*** RECORDED DATA ***
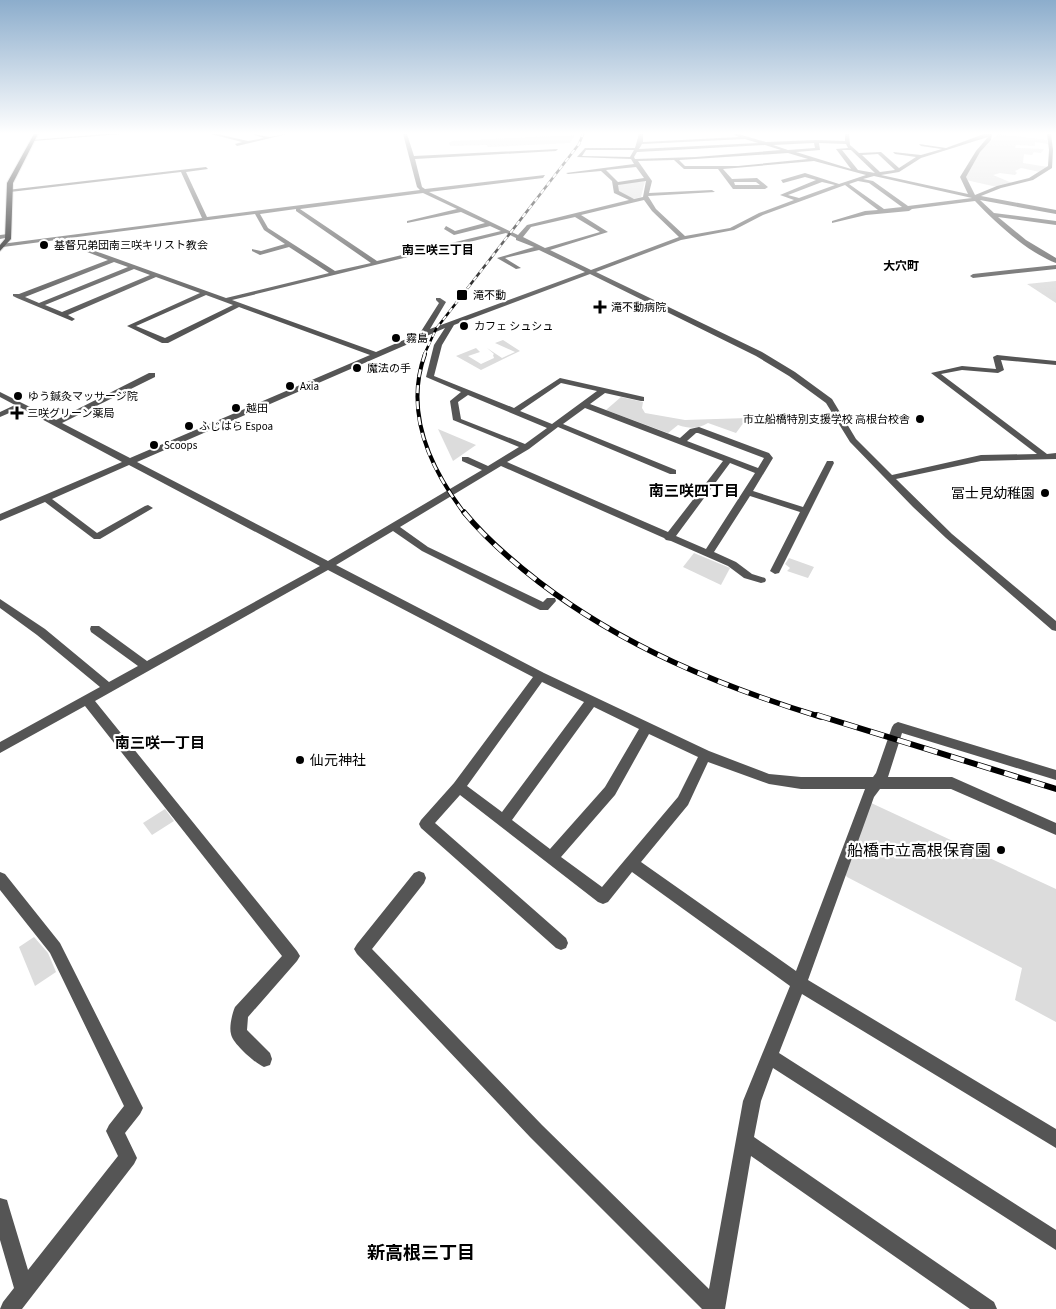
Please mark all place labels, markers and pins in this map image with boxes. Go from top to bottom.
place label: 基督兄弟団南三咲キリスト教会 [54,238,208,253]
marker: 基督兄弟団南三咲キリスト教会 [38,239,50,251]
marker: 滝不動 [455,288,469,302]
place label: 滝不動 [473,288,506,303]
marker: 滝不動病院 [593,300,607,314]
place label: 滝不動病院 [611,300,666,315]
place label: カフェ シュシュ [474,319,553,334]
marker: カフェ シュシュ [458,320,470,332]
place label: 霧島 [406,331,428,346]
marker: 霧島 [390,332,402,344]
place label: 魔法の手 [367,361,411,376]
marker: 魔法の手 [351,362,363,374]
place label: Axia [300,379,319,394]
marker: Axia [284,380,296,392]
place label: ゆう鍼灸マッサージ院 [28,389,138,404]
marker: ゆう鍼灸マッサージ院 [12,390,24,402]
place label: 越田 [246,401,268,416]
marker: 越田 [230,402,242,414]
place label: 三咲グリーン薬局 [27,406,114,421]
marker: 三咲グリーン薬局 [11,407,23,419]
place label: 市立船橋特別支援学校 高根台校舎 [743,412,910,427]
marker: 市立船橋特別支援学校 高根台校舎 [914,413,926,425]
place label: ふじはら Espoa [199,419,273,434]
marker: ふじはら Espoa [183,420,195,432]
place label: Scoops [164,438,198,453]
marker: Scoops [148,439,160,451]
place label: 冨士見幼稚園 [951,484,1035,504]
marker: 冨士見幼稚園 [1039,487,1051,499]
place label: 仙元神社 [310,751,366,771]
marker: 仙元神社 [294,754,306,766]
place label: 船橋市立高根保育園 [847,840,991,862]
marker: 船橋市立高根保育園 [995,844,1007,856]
***
#### EXERCISE BRIEF
Would you copy every line of the entries in which "市立船橋特別支援学校" appears?

#### RESPONSE TO THE TASK
place label: 市立船橋特別支援学校 高根台校舎 [743,412,910,427]
marker: 市立船橋特別支援学校 高根台校舎 [914,413,926,425]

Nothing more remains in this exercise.